== DESCRIPTION OF THE TASK ==
A faithful repeat of all the records, with no image kept, is the required answer.

== SUPPLIED ENTRIES ==
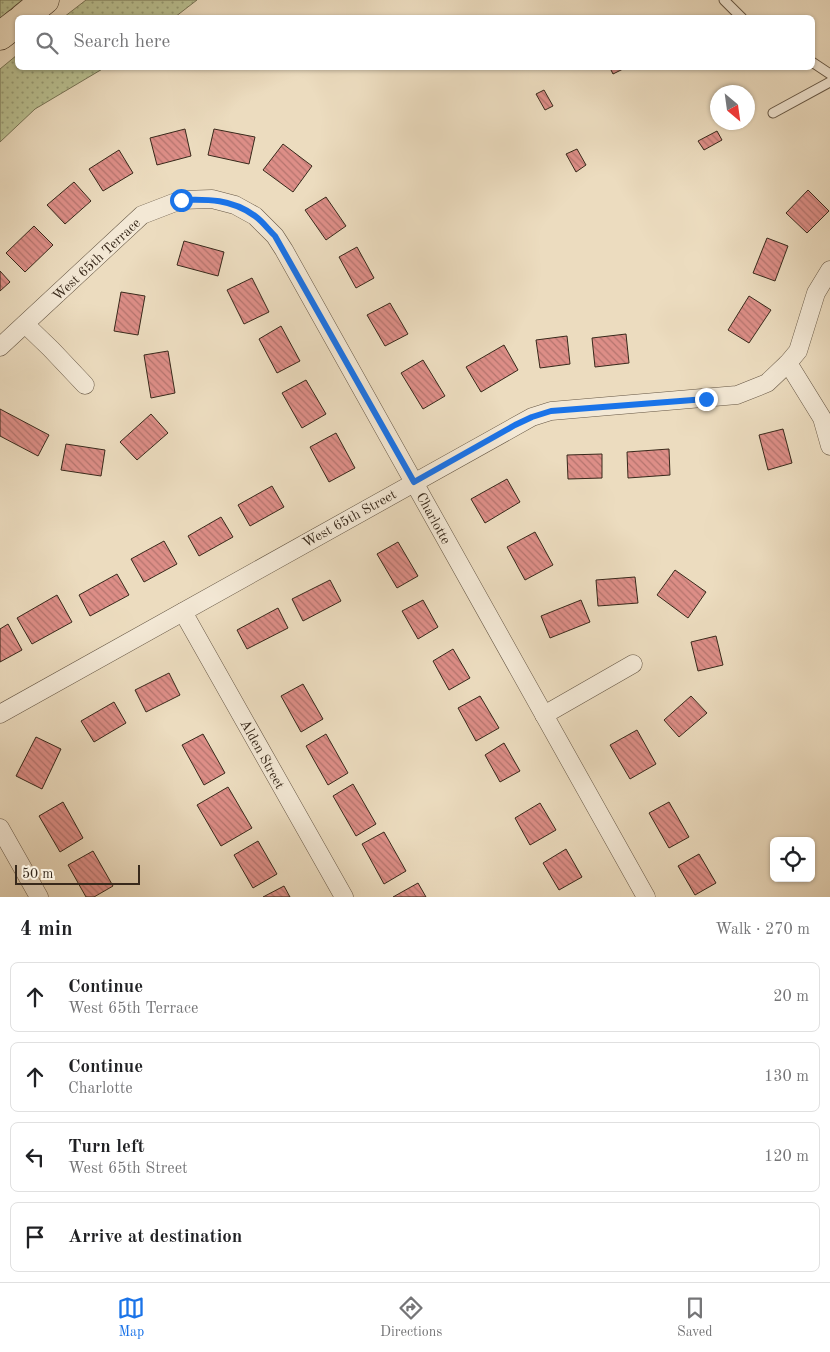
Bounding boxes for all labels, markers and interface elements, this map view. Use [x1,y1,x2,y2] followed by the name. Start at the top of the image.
[15,15,815,70] search box
[33,29,61,57] icon: search
[73,33,170,52] text: Search here
[710,85,755,130] north arrow
[170,189,193,212] route start
[50,216,143,304] street label: West 65th Terrace
[695,388,718,411] route end
[300,487,399,550] street label: West 65th Street
[413,490,453,547] street label: Charlotte
[237,718,287,792] street label: Alden Street
[770,837,815,882] map controls
[770,837,815,882] button: locate
[15,862,140,885] scale bar
[22,867,53,881] text: 50 m
[20,919,73,940] text: 4 min
[715,922,810,938] text: Walk · 270 m
[68,978,143,997] text: Continue
[21,983,49,1011] icon: ahead
[773,989,809,1005] text: 20 m
[68,1001,198,1017] text: West 65th Terrace
[68,1058,143,1077] text: Continue
[21,1063,49,1091] icon: ahead
[764,1069,809,1085] text: 130 m
[68,1081,133,1097] text: Charlotte
[68,1138,145,1157] text: Turn left
[21,1143,49,1171] icon: left
[764,1149,809,1165] text: 120 m
[68,1161,188,1177] text: West 65th Street
[21,1223,49,1251] icon: arrive
[68,1228,242,1247] text: Arrive at destination
[117,1294,145,1341] tab: Map
[380,1294,442,1341] tab: Directions
[677,1294,713,1341] tab: Saved

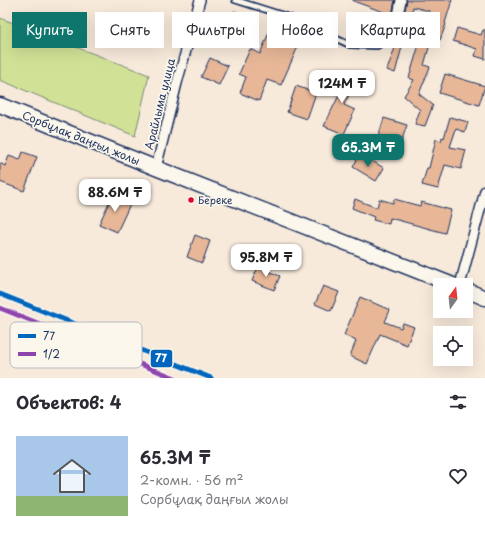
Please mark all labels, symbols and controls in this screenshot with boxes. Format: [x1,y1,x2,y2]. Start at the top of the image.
chip: Купить [12,12,87,48]
chip: Снять [95,12,164,48]
chip: Фильтры [172,12,259,48]
chip: Новое [267,12,338,48]
chip: Квартира [346,12,440,48]
street label: Арайлыма улица [140,56,179,151]
pin: 124M ₸ [309,70,375,104]
text: 124M ₸ [318,73,366,92]
street label: Сорбұлақ даңғыл жолы [20,106,143,169]
pin: 65.3M ₸ [331,134,405,168]
text: 65.3M ₸ [341,137,395,156]
pin: 88.6M ₸ [78,179,152,213]
text: 88.6M ₸ [88,182,142,201]
place label: Береке [198,192,233,207]
marker: Береке [186,195,196,205]
pin: 95.8M ₸ [229,244,303,278]
text: 95.8M ₸ [240,247,292,266]
north arrow [433,278,473,318]
map controls [433,278,473,366]
legend [10,322,142,368]
button: locate [433,326,473,366]
text: 77 [43,327,55,344]
text: 1/2 [43,345,60,362]
line badge: 77 [150,349,173,368]
text: 77 [155,349,167,366]
text: Объектов: 4 [16,389,121,415]
icon: filters [447,391,469,413]
text: 65.3M ₸ [140,444,210,470]
icon: home [48,452,96,500]
icon: heart [447,465,469,487]
text: 2-комн. · 56 m² [140,470,243,489]
text: Сорбұлақ даңғыл жолы [140,489,289,508]

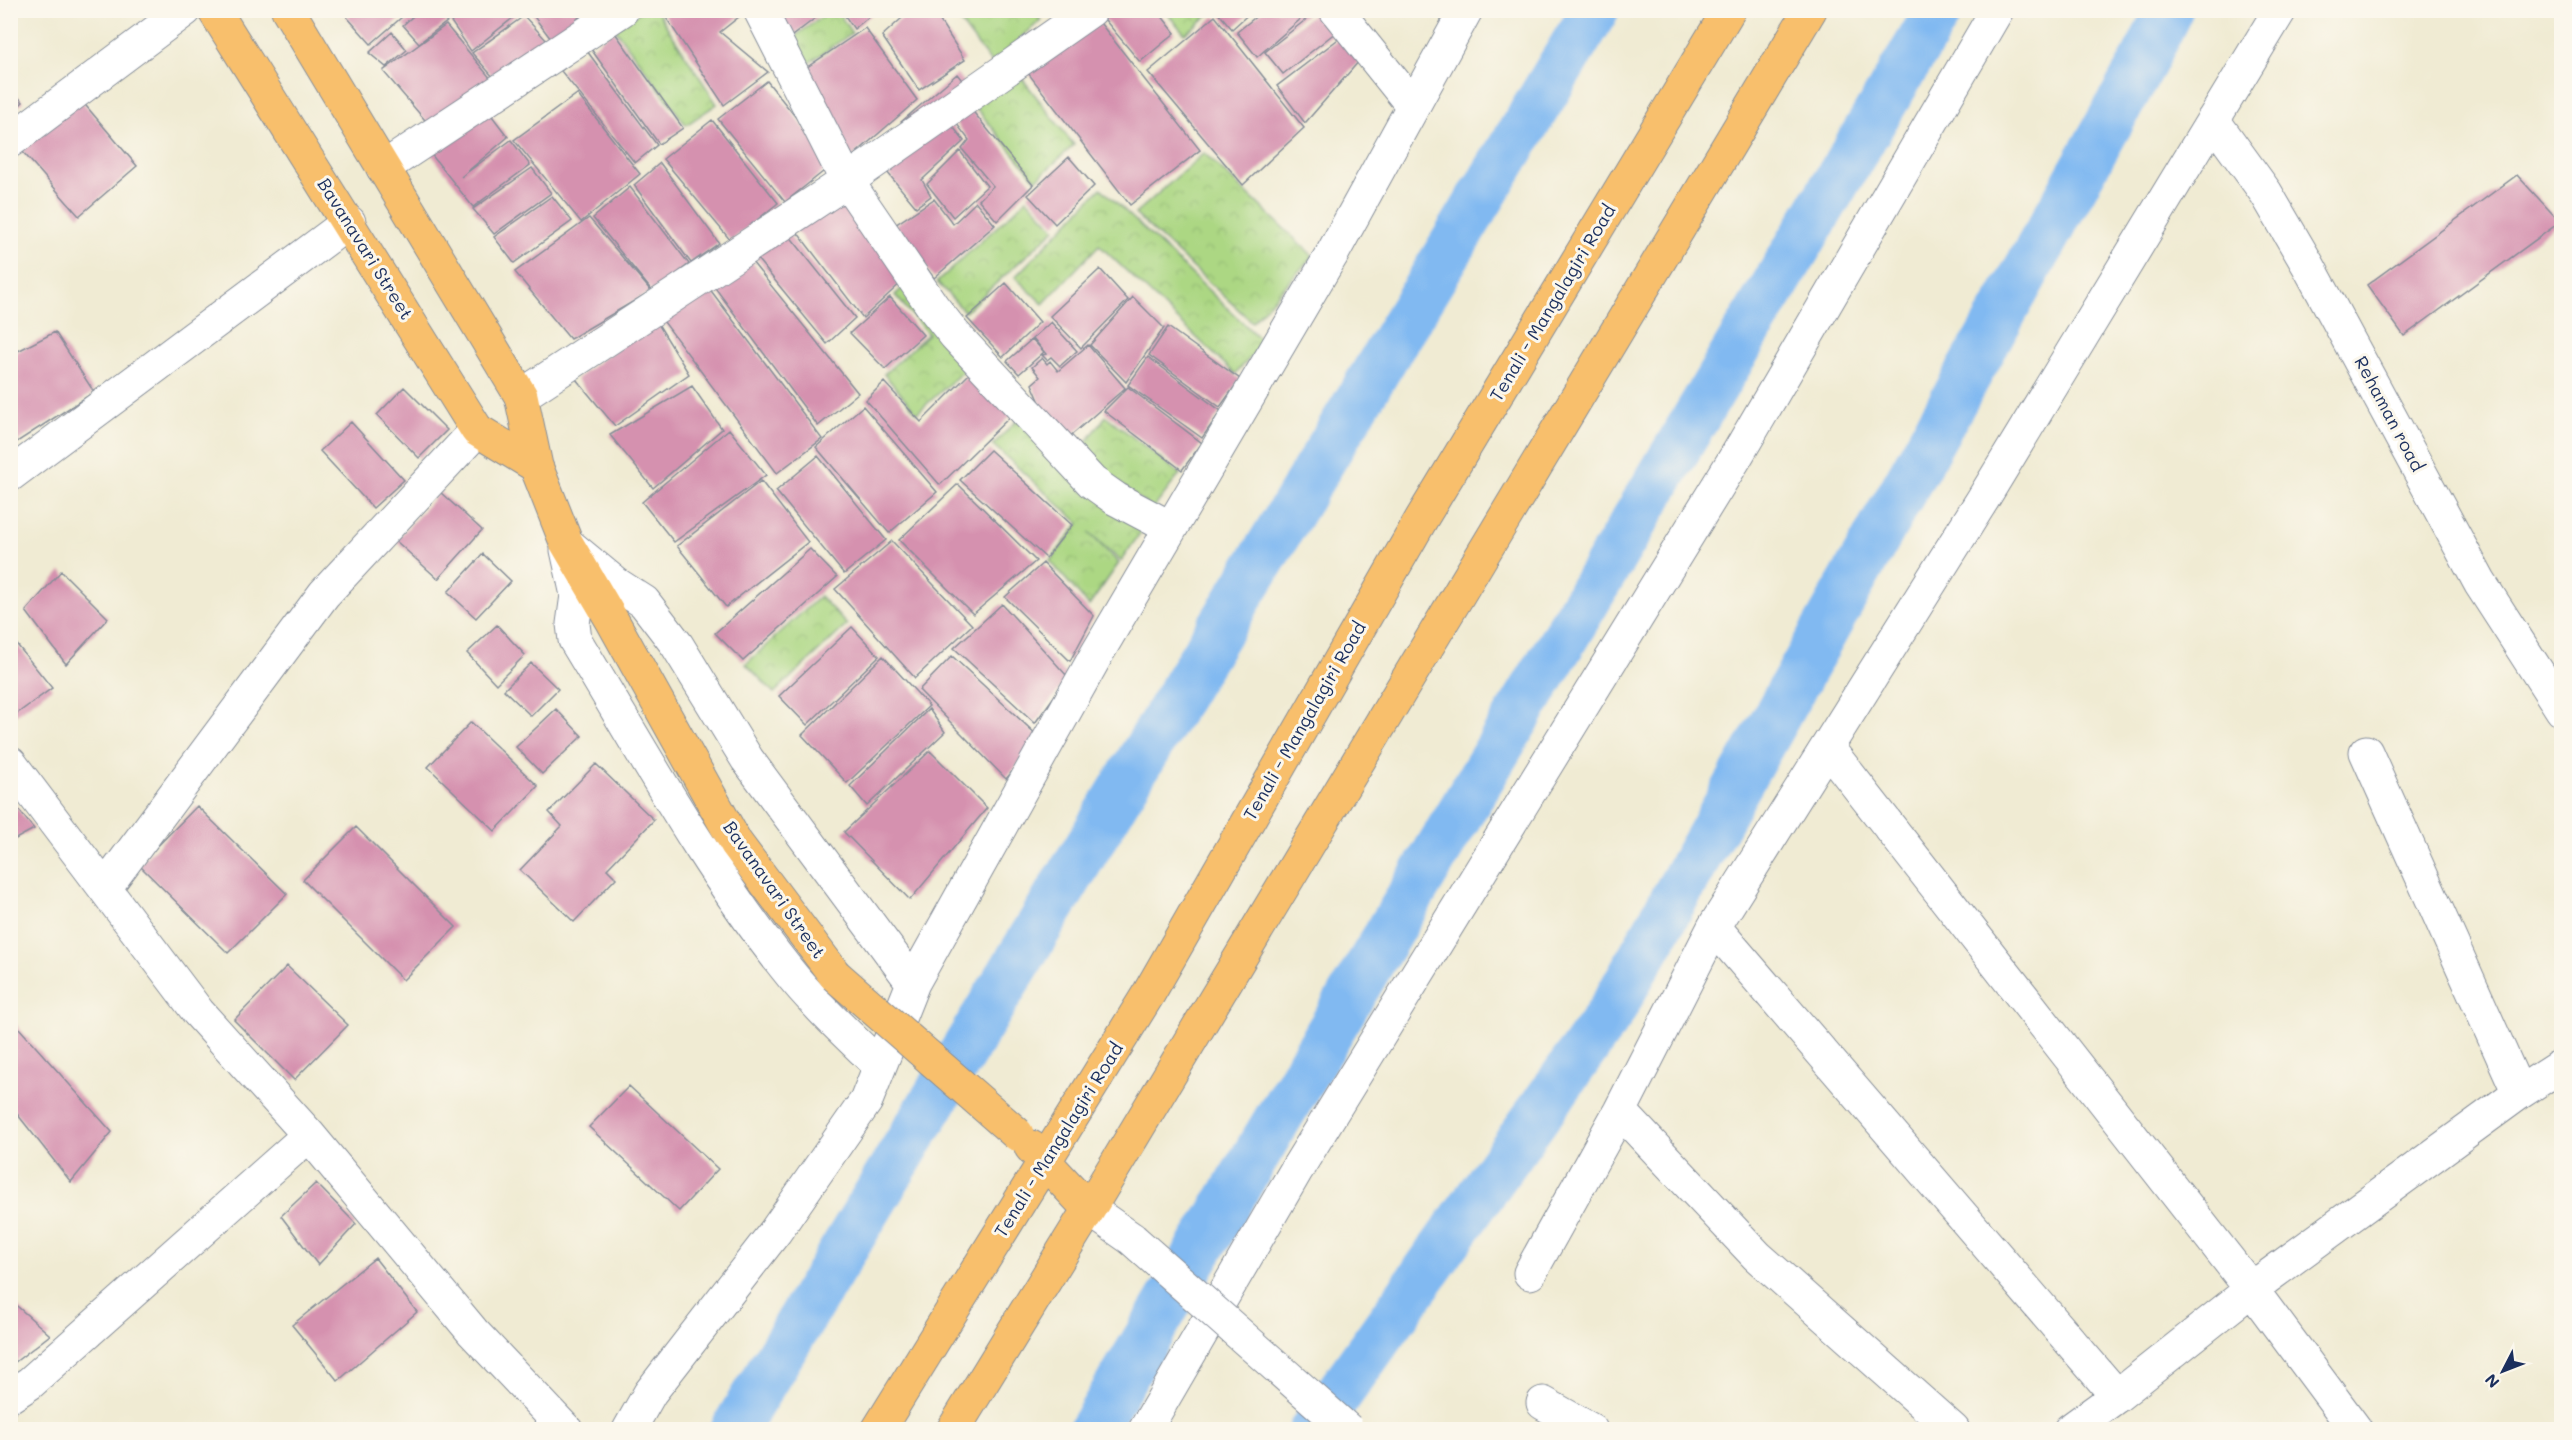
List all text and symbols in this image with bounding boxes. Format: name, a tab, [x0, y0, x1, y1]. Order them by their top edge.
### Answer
street label: Bavanavari Street	[313, 173, 419, 324]
street label: Tenali - Mangalagiri Road	[1484, 200, 1621, 405]
street label: Rehaman road	[2349, 352, 2430, 476]
street label: Tenali - Mangalagiri Road	[1237, 617, 1371, 824]
street label: Bavanavari Street	[718, 816, 831, 963]
street label: Tenali - Mangalagiri Road	[988, 1037, 1128, 1241]
north arrow	[2473, 1341, 2533, 1401]
text: N	[2480, 1370, 2503, 1393]

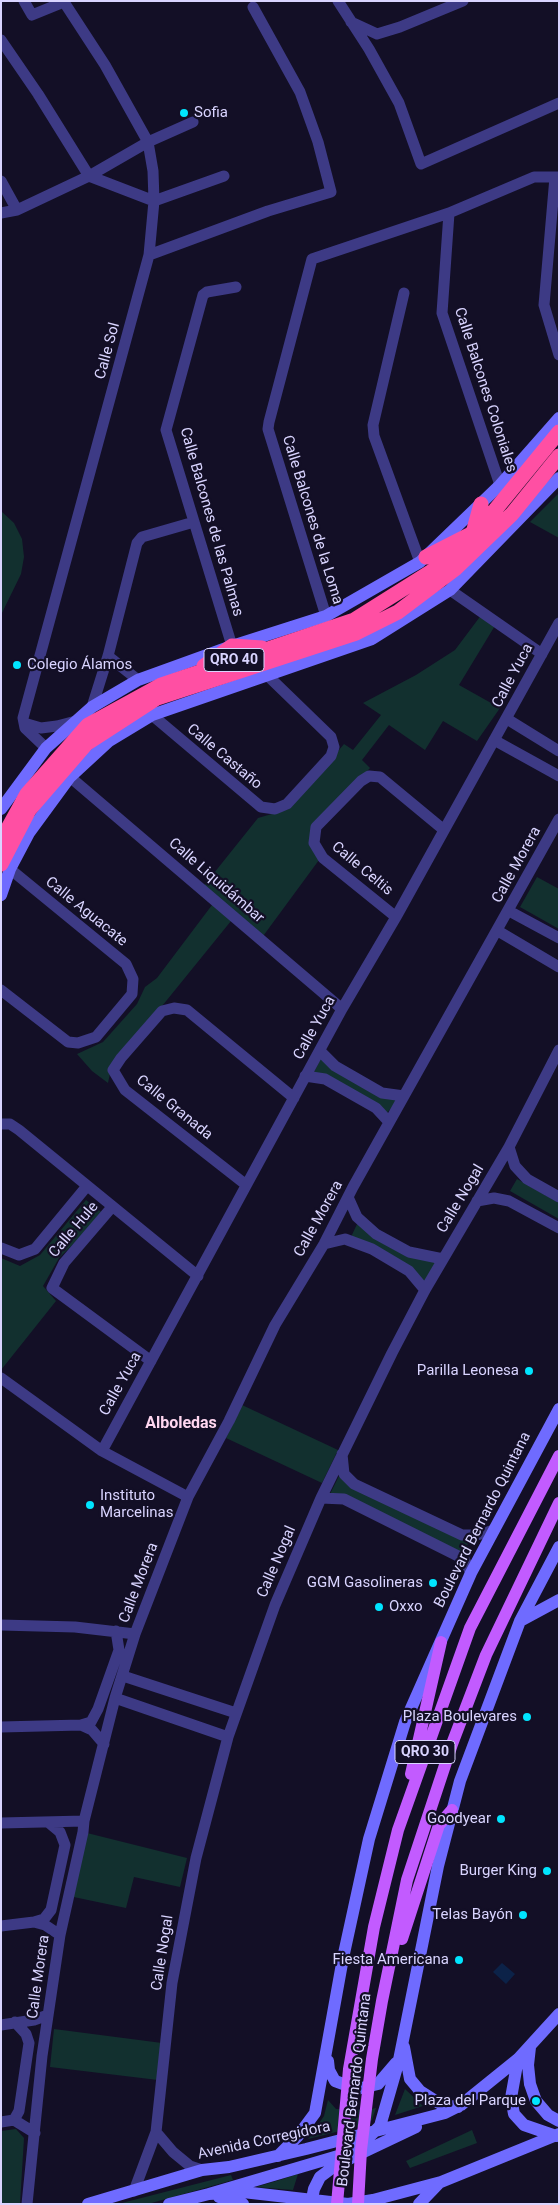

== YOUR RESPONSE ==
Bounding boxes for all labels, markers and interface elements, this map view. Use [x1,y1,x2,y2] followed by the name. Start at the top of the image.
[15,15,815,70] search box
[33,29,61,57] icon: search
[73,33,170,52] text: Search here
[710,85,755,130] north arrow
[170,189,193,212] route start
[50,216,143,304] street label: West 65th Terrace
[695,388,718,411] route end
[300,487,399,550] street label: West 65th Street
[413,490,453,547] street label: Charlotte
[237,718,287,792] street label: Alden Street
[770,837,815,882] map controls
[770,837,815,882] button: locate
[15,862,140,885] scale bar
[22,867,53,881] text: 50 m
[20,919,73,940] text: 4 min
[715,922,810,938] text: Walk · 270 m
[68,978,143,997] text: Continue
[21,983,49,1011] icon: ahead
[773,989,809,1005] text: 20 m
[68,1001,198,1017] text: West 65th Terrace
[68,1058,143,1077] text: Continue
[21,1063,49,1091] icon: ahead
[764,1069,809,1085] text: 130 m
[68,1081,133,1097] text: Charlotte
[68,1138,145,1157] text: Turn left
[21,1143,49,1171] icon: left
[764,1149,809,1165] text: 120 m
[68,1161,188,1177] text: West 65th Street
[21,1223,49,1251] icon: arrive
[68,1228,242,1247] text: Arrive at destination
[117,1294,145,1341] tab: Map
[380,1294,442,1341] tab: Directions
[677,1294,713,1341] tab: Saved

Please mark all labels, symbols and controls in this screenshot with boxes. Format: [x1,y1,x2,y2]. Start at the top of the image.
chip: Купить [12,12,87,48]
chip: Снять [95,12,164,48]
chip: Фильтры [172,12,259,48]
chip: Новое [267,12,338,48]
chip: Квартира [346,12,440,48]
street label: Арайлыма улица [140,56,179,151]
pin: 124M ₸ [309,70,375,104]
text: 124M ₸ [318,73,366,92]
street label: Сорбұлақ даңғыл жолы [20,106,143,169]
pin: 65.3M ₸ [331,134,405,168]
text: 65.3M ₸ [341,137,395,156]
pin: 88.6M ₸ [78,179,152,213]
text: 88.6M ₸ [88,182,142,201]
place label: Береке [198,192,233,207]
marker: Береке [186,195,196,205]
pin: 95.8M ₸ [229,244,303,278]
text: 95.8M ₸ [240,247,292,266]
north arrow [433,278,473,318]
map controls [433,278,473,366]
legend [10,322,142,368]
button: locate [433,326,473,366]
text: 77 [43,327,55,344]
text: 1/2 [43,345,60,362]
line badge: 77 [150,349,173,368]
text: 77 [155,349,167,366]
text: Объектов: 4 [16,389,121,415]
icon: filters [447,391,469,413]
text: 65.3M ₸ [140,444,210,470]
icon: home [48,452,96,500]
icon: heart [447,465,469,487]
text: 2-комн. · 56 m² [140,470,243,489]
text: Сорбұлақ даңғыл жолы [140,489,289,508]

List all text and symbols in this image with bounding boxes. Format: name, a tab, [x0, y0, x1, y1]. Order them by their top edge.
### Answer
street label: Bavanavari Street	[313, 173, 419, 324]
street label: Tenali - Mangalagiri Road	[1484, 200, 1621, 405]
street label: Rehaman road	[2349, 352, 2430, 476]
street label: Tenali - Mangalagiri Road	[1237, 617, 1371, 824]
street label: Bavanavari Street	[718, 816, 831, 963]
street label: Tenali - Mangalagiri Road	[988, 1037, 1128, 1241]
north arrow	[2473, 1341, 2533, 1401]
text: N	[2480, 1370, 2503, 1393]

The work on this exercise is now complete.